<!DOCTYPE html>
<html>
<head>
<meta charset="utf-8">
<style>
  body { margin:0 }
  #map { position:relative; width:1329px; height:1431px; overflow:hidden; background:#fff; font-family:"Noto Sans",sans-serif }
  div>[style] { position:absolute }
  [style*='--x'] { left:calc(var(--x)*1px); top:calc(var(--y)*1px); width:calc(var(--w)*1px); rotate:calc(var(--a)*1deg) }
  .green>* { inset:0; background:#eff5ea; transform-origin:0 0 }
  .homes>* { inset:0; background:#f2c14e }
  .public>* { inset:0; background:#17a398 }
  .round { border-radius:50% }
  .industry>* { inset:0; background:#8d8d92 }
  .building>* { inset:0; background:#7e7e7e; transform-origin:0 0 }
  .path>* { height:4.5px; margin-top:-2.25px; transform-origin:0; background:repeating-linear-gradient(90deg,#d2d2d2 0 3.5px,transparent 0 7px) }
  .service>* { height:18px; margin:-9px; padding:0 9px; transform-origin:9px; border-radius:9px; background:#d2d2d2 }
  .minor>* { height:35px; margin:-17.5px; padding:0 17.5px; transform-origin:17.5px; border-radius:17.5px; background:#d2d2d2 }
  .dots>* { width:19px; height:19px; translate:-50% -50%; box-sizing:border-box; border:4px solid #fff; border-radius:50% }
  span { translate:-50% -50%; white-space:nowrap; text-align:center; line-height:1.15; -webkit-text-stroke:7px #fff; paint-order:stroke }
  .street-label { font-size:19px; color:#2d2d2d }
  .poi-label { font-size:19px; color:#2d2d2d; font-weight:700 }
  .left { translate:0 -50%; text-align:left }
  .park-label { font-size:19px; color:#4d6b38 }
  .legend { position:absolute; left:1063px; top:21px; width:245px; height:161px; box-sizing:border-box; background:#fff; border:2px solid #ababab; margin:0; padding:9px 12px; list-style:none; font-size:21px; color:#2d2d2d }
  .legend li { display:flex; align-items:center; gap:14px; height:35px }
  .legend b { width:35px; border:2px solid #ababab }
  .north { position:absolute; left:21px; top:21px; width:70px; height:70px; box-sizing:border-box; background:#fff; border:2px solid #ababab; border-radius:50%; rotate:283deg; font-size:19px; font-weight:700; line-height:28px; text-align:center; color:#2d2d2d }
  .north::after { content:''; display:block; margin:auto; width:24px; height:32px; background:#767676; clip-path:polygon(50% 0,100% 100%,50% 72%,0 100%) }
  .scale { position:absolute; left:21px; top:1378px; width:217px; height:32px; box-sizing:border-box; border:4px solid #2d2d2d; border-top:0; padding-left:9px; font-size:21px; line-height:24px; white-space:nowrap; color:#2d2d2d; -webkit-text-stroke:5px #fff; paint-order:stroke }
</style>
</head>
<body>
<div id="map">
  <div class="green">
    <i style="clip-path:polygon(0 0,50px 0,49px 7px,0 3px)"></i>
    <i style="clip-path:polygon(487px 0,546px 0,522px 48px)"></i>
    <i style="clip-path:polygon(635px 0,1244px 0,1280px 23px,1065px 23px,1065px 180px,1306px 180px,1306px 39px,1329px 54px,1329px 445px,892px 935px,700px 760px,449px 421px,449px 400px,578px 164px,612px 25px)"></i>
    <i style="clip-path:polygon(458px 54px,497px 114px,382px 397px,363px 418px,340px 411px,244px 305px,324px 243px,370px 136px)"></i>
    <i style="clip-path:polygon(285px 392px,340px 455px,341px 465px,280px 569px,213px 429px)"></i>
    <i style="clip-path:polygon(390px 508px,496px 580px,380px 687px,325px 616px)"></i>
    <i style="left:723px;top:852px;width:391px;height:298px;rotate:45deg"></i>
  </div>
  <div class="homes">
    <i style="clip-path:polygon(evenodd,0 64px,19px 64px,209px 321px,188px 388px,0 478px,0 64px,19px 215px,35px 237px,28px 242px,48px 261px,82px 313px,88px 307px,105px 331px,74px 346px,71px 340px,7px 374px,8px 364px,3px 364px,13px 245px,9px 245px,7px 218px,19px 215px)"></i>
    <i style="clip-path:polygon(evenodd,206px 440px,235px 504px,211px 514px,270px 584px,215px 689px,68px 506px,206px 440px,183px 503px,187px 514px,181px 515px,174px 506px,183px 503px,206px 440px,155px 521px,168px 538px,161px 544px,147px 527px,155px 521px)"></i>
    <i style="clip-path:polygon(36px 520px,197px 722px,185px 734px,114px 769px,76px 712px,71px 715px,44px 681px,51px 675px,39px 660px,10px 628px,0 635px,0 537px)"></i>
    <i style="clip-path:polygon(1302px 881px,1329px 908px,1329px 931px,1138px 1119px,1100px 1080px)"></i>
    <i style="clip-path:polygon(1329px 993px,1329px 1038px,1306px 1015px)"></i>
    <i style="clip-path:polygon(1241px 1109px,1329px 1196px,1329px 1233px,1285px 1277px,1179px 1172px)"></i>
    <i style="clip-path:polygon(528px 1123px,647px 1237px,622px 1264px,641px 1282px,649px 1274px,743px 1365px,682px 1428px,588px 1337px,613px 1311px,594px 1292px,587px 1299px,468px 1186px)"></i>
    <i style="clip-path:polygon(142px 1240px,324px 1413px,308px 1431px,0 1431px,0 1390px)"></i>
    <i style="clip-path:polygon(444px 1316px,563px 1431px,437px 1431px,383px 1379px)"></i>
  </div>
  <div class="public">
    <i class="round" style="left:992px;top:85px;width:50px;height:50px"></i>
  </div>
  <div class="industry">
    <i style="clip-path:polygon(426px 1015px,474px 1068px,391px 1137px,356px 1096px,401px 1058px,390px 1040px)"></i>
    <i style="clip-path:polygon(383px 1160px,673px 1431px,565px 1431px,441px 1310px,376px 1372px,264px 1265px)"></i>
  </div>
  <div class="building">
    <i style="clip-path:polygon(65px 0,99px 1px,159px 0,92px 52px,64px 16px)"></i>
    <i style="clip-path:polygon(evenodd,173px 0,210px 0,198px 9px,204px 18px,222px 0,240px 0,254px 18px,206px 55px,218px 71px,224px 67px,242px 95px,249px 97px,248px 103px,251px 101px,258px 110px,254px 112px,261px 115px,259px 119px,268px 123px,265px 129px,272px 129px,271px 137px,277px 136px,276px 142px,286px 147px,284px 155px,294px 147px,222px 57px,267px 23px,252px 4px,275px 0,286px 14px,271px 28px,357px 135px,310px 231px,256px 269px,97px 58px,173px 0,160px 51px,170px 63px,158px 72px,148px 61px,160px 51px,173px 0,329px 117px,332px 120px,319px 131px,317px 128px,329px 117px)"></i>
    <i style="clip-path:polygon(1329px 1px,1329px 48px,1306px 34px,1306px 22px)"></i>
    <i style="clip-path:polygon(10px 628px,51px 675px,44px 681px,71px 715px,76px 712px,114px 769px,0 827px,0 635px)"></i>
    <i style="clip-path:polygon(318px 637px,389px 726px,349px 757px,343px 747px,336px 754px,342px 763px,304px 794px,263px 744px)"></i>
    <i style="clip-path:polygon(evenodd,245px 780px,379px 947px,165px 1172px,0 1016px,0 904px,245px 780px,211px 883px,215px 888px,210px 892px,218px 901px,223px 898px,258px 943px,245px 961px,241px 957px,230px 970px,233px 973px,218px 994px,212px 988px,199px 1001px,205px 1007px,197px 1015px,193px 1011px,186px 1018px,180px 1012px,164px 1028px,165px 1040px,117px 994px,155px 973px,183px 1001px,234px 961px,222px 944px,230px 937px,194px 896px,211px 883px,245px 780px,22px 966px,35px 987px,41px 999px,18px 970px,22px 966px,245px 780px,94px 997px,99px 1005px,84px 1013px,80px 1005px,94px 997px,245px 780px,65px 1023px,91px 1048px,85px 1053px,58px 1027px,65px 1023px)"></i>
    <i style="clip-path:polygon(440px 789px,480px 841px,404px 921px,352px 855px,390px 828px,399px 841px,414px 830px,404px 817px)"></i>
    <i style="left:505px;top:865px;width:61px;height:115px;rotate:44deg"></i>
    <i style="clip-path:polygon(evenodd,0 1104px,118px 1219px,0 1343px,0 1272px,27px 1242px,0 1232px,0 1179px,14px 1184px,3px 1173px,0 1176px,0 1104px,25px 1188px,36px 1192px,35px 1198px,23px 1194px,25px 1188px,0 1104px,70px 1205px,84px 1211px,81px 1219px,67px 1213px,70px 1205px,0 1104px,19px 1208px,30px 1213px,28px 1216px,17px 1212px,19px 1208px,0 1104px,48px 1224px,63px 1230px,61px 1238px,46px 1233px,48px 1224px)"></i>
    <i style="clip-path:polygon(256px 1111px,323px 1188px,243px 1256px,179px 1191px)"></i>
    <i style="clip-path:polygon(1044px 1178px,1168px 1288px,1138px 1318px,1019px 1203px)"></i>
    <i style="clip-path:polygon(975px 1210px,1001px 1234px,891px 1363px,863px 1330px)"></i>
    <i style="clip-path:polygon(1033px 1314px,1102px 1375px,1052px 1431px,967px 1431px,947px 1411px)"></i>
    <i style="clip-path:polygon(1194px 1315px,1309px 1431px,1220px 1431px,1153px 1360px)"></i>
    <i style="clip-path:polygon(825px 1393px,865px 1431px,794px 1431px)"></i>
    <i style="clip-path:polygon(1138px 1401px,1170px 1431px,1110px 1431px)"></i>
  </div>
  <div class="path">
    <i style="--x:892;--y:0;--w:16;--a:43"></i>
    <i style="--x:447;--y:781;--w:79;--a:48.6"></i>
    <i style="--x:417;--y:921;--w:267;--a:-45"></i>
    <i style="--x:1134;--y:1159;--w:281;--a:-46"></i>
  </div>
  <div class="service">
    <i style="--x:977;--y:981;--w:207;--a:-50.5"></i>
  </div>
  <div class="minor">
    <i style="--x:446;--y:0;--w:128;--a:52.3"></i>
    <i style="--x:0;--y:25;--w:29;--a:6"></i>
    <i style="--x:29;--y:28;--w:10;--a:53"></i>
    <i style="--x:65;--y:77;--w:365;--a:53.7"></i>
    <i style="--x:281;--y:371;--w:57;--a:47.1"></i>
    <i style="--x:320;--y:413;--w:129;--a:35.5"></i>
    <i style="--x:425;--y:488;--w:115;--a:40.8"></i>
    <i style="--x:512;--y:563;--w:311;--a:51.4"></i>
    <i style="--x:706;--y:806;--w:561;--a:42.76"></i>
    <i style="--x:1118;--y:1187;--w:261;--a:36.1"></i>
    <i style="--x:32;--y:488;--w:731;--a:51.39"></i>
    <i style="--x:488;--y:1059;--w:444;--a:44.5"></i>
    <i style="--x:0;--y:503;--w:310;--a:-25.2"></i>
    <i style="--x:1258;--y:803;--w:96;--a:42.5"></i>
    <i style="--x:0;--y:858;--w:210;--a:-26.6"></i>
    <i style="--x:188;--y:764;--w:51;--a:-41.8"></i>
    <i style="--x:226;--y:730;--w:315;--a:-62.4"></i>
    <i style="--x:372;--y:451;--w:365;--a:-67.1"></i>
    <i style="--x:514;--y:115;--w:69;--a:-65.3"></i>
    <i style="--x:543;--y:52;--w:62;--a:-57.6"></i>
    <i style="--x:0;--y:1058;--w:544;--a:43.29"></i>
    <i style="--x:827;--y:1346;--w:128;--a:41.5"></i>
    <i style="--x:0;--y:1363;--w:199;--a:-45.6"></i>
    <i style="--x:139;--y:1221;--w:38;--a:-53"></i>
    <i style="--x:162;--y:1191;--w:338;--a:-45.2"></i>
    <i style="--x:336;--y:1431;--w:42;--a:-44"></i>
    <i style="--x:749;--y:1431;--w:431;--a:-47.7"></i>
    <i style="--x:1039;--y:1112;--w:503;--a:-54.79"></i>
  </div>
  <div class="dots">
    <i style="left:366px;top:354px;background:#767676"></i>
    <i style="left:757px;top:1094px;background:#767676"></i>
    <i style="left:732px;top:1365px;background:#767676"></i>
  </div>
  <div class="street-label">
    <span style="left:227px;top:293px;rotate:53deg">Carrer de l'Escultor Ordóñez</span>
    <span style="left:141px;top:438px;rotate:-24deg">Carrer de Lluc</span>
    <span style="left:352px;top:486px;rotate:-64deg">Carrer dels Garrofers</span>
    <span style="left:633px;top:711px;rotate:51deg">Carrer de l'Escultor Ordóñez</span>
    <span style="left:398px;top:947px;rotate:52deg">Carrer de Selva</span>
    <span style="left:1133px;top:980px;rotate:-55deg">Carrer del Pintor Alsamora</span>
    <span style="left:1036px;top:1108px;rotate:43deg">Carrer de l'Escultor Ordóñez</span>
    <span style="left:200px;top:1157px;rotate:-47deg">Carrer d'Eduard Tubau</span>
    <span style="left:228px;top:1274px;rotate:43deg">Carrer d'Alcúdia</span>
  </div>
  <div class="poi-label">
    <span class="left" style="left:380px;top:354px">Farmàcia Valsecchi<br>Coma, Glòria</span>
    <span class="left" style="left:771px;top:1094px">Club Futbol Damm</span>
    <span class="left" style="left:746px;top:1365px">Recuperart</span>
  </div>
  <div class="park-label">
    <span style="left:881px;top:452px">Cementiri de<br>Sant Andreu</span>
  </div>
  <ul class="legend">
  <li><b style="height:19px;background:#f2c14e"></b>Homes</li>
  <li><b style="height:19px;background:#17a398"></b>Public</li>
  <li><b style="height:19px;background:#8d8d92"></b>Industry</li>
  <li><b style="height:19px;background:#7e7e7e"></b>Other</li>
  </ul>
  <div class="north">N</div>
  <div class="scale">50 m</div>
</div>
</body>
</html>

════

## Assignment:
Exactly as written, repeat the lines from the start of the listing through the line containing "height:18px; margin:-9px; padding:0", both included.

## Task answer:
<!DOCTYPE html>
<html>
<head>
<meta charset="utf-8">
<style>
  body { margin:0 }
  #map { position:relative; width:1329px; height:1431px; overflow:hidden; background:#fff; font-family:"Noto Sans",sans-serif }
  div>[style] { position:absolute }
  [style*='--x'] { left:calc(var(--x)*1px); top:calc(var(--y)*1px); width:calc(var(--w)*1px); rotate:calc(var(--a)*1deg) }
  .green>* { inset:0; background:#eff5ea; transform-origin:0 0 }
  .homes>* { inset:0; background:#f2c14e }
  .public>* { inset:0; background:#17a398 }
  .round { border-radius:50% }
  .industry>* { inset:0; background:#8d8d92 }
  .building>* { inset:0; background:#7e7e7e; transform-origin:0 0 }
  .path>* { height:4.5px; margin-top:-2.25px; transform-origin:0; background:repeating-linear-gradient(90deg,#d2d2d2 0 3.5px,transparent 0 7px) }
  .service>* { height:18px; margin:-9px; padding:0 9px; transform-origin:9px; border-radius:9px; background:#d2d2d2 }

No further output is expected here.